*** Task inputs
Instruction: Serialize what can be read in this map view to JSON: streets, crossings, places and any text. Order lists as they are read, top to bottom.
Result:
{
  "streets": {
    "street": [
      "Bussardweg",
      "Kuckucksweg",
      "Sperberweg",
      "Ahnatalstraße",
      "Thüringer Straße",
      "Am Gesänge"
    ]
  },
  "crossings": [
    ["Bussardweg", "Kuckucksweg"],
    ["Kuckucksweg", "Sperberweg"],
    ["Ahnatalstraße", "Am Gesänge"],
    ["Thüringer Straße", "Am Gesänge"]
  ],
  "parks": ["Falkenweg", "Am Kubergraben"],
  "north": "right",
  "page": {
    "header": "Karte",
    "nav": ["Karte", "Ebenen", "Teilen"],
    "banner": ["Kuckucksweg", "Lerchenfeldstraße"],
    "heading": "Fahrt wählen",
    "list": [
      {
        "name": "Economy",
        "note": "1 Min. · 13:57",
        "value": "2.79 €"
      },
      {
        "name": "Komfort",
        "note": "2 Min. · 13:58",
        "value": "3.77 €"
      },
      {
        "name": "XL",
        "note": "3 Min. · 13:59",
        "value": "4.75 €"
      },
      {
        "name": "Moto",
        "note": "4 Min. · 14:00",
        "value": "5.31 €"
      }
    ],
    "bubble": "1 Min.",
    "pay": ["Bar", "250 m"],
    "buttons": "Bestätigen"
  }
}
******
- Assignment -
From the records above, copy every line that holds the word "Kuckucksweg".

- Finished task -
      "Kuckucksweg",
    ["Bussardweg", "Kuckucksweg"],
    ["Kuckucksweg", "Sperberweg"],
    "banner": ["Kuckucksweg", "Lerchenfeldstraße"],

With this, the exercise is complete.